You mean the name of the expression of the annotation? Yeah, it's, let me check the query. Where is it? The query here, the sub-query here has an SQL the songs total length. It's the same name as the
let me check the annotation. The same as you you've written in the annotate method as a keyword argument and a Python function. You can extract it from there.
What were your experiences writing raw SQL from Django? You mean in Django application? Yeah, like using the .raw query set. Well, in our project we don't have the plain SQL run by your plain SQL
while interacting with the database. But this is very useful when you have, for example, service which integrates with your application and with your application database and calculates some statistics.
You need to put the the plain SQL queries there. And you can get it from the query set. You can make an ORAM expression, get the SQL query and put it there. And you have tests for it. This is the good part.
I think the general question was how to find out about the existence of outer ref sub-query and so on in Django because when you show this I think people are seeing it for the
first time, so maybe to help. This was general. How did you find out about the existence of outer ref and how to use it? Well, we actually have a really heavy API that we need to optimize. It was extremely important to optimize it since it was very used. So
in Django recommendations, there is too short explanation how exactly sub-query and outer ref actually works. Actually, there were a blog post that explains the
behavior of these two properties, but we found it while using it.
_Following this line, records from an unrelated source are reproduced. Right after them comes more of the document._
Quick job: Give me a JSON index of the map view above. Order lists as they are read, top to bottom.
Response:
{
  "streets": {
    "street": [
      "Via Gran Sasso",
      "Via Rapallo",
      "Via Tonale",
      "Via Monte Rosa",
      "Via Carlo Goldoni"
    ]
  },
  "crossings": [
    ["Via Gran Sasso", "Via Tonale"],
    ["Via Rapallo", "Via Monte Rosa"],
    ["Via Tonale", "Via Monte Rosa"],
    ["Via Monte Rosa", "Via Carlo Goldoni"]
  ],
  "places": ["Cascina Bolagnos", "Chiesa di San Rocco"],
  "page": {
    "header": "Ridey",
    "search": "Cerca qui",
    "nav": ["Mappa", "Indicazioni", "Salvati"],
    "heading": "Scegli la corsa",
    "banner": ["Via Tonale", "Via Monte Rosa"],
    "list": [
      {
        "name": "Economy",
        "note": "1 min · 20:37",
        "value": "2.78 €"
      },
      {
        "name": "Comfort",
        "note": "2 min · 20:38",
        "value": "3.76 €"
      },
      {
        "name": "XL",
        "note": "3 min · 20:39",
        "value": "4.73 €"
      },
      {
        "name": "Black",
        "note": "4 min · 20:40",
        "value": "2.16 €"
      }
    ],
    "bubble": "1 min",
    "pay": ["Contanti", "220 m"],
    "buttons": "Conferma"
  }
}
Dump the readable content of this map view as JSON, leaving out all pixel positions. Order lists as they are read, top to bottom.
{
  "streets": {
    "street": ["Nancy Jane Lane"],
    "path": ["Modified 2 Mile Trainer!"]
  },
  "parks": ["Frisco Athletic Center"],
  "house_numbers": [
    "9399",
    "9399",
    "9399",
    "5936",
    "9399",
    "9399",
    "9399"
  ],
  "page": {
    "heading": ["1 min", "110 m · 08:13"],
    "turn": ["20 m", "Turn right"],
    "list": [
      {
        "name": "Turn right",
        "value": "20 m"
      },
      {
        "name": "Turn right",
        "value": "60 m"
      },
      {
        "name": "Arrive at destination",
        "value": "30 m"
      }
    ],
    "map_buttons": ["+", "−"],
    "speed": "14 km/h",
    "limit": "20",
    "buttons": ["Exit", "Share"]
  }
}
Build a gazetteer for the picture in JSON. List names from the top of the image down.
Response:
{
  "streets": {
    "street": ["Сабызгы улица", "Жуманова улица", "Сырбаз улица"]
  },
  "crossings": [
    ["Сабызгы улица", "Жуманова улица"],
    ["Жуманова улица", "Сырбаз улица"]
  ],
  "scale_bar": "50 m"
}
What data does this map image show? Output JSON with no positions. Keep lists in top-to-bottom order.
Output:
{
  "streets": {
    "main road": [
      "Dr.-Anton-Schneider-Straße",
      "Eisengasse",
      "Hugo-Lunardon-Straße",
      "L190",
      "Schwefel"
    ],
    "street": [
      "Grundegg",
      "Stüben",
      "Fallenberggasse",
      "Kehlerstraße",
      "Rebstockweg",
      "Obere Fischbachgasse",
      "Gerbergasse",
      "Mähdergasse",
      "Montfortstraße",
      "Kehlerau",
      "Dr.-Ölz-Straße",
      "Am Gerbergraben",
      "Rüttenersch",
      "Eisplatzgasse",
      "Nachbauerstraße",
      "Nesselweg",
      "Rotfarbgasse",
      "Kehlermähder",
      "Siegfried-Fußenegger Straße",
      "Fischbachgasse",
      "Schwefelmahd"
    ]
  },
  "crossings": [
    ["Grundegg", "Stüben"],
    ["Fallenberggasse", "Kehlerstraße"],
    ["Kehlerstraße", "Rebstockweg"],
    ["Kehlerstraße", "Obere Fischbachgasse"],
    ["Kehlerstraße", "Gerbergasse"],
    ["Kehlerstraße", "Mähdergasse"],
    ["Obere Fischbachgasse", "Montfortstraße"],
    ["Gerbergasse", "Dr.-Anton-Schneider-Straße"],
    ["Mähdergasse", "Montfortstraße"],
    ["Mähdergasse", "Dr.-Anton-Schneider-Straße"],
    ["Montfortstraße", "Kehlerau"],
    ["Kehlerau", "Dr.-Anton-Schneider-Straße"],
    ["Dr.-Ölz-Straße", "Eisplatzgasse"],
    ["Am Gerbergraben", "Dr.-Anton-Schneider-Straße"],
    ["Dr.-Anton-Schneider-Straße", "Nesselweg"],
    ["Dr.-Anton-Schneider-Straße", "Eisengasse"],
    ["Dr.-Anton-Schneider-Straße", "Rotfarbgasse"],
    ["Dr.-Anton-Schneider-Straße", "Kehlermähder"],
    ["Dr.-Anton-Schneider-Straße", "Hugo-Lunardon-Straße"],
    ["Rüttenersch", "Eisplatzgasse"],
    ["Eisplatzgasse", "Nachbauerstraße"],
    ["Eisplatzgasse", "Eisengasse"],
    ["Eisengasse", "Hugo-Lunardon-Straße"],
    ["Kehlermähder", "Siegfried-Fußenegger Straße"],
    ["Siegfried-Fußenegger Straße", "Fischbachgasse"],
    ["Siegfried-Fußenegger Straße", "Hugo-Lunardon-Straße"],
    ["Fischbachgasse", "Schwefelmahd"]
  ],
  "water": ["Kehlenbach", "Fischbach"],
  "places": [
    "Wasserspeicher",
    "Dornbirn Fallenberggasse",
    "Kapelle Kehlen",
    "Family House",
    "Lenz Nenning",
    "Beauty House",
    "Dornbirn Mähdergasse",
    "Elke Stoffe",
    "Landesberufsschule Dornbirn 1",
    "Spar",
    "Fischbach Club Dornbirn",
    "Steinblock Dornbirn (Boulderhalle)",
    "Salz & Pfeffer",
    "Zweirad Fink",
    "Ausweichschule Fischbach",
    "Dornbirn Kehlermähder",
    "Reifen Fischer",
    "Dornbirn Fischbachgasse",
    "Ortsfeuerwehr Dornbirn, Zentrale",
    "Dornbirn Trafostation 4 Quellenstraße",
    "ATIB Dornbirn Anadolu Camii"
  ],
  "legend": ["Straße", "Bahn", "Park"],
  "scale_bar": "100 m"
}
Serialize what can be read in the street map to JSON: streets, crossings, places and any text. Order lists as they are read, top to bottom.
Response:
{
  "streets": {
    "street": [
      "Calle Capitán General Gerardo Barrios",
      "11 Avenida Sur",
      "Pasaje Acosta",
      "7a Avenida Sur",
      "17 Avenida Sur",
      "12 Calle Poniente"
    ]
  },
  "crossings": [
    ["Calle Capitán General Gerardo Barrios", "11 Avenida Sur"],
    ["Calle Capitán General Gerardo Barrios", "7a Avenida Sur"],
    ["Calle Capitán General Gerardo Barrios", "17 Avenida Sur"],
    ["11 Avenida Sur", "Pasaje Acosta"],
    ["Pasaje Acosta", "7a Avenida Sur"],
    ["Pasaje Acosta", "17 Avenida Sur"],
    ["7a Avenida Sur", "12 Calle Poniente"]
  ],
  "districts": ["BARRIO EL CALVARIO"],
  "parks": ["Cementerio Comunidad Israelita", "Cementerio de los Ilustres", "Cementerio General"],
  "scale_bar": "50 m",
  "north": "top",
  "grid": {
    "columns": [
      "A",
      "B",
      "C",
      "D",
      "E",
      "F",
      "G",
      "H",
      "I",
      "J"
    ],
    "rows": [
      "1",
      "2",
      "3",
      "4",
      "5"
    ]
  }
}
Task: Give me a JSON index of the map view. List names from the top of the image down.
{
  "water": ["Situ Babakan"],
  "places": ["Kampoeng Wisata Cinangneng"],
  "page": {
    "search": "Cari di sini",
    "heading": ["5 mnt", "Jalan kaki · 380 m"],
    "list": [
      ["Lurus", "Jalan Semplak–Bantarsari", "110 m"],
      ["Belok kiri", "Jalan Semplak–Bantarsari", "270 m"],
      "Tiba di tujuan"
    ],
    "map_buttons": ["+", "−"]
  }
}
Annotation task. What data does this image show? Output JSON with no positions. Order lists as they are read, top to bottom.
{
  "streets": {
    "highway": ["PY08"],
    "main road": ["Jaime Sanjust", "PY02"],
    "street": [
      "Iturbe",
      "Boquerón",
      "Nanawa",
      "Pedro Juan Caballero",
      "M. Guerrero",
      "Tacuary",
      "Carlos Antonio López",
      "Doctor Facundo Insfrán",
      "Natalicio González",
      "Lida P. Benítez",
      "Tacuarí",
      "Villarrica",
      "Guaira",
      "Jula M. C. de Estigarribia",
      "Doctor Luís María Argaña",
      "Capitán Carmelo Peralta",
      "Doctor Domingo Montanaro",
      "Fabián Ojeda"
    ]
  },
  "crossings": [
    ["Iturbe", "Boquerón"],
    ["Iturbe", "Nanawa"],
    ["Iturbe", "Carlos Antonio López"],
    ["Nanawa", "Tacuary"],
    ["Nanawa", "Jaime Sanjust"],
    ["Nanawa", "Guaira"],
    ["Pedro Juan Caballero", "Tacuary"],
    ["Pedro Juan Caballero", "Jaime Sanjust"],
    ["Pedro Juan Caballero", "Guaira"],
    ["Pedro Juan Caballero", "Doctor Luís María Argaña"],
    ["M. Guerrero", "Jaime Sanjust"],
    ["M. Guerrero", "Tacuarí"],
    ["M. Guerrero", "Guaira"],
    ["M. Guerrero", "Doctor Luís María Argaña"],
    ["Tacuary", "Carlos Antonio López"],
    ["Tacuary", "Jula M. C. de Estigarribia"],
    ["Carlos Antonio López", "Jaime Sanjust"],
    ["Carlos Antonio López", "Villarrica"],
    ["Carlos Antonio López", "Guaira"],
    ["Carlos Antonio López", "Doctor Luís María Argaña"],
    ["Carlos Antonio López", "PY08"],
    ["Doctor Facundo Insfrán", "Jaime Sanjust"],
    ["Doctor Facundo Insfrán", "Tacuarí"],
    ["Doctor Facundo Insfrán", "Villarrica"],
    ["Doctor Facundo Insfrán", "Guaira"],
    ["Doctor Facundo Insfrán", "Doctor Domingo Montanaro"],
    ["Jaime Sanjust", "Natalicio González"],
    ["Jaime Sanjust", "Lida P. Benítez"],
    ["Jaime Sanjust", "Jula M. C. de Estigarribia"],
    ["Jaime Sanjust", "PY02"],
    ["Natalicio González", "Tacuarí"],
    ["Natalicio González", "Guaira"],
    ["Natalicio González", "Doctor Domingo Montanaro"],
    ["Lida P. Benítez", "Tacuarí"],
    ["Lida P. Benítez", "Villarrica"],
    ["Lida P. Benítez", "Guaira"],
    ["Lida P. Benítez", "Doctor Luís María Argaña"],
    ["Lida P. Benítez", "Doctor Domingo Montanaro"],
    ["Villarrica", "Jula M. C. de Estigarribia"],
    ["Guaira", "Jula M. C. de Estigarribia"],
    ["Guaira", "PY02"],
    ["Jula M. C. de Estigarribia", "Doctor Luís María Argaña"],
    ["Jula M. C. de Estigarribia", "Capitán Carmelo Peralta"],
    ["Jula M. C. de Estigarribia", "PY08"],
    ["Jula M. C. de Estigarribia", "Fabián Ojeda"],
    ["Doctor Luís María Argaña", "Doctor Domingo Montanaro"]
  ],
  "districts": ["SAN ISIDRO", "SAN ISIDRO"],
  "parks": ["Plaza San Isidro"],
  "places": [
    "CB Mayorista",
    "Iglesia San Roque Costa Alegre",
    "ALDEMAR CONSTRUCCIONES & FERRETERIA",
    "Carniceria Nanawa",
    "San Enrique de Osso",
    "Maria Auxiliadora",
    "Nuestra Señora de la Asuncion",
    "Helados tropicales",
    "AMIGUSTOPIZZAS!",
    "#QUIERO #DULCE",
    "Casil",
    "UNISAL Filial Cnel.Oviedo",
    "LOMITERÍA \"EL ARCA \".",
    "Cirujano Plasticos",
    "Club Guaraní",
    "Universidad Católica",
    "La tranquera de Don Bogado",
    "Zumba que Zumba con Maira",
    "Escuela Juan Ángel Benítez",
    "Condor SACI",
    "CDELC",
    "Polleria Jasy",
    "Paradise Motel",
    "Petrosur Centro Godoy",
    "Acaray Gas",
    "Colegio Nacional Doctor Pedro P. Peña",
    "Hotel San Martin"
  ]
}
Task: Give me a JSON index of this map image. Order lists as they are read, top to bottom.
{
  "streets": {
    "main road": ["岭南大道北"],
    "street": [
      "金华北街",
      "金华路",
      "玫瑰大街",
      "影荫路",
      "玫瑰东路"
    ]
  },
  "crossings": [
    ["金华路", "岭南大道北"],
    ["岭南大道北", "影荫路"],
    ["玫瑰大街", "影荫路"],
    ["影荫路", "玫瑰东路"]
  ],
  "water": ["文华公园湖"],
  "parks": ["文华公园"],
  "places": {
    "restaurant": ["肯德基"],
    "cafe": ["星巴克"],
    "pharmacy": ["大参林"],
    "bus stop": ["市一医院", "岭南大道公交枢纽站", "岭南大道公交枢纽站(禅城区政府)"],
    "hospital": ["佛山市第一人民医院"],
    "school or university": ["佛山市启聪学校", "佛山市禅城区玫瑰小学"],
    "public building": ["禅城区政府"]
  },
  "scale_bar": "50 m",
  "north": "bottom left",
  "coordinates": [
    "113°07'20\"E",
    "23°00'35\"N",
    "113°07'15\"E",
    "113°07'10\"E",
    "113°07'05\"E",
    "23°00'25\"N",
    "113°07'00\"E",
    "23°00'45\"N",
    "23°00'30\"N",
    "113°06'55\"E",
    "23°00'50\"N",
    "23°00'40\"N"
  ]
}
We just make attempts then print the SQL query and see what happens. And that, for example, how we found
how... Let me check the query set. You need to make group by over the songs for a playlist,
but you need to tell the field that you want the group to be grouped by. You need to group the songs by playlist ID. So how should you say that? The only idea of sub-query and outer ref with aggregation like some is to make group by, but you don't have an interface for it.
It's not explained very well. So the way you do this is to call values or values leave before making an aggregation. So when you say song.objects.values from playlist ID, the select class
will look like select playlist ID from song. Nothing else. Just that. So, once you make values list with the aggregation, it will return group by this field. So this is the way you can actually do it.
Hello. Thanks for the great talk. So you basically found out how to make such queries by trial and error. That's what you're saying? I mean, there are... As I understood, there's no documentation
in Django about the... Yeah, that was the main thing. The other thing was Django documentation, of course. That's the basic and multiple blog posts for... with examples. Thanks.
So do you use MySQL or Postgres for this and do you know if this works the same on both of the bases because Django RM has some issues with MySQL that are not supported
some parts of it. You mean if you want to generate a query which is not supported by the RM or... Yes, this subquery and autoref part does it work on MySQL databases or only on Postgres? Do you know what... Actually, what database do you use on this project?
I think yes. It will work.
Okay, any more questions about
queries? If there are no queries anymore, then we stop. Thank you very much. Give a big hand to the speaker.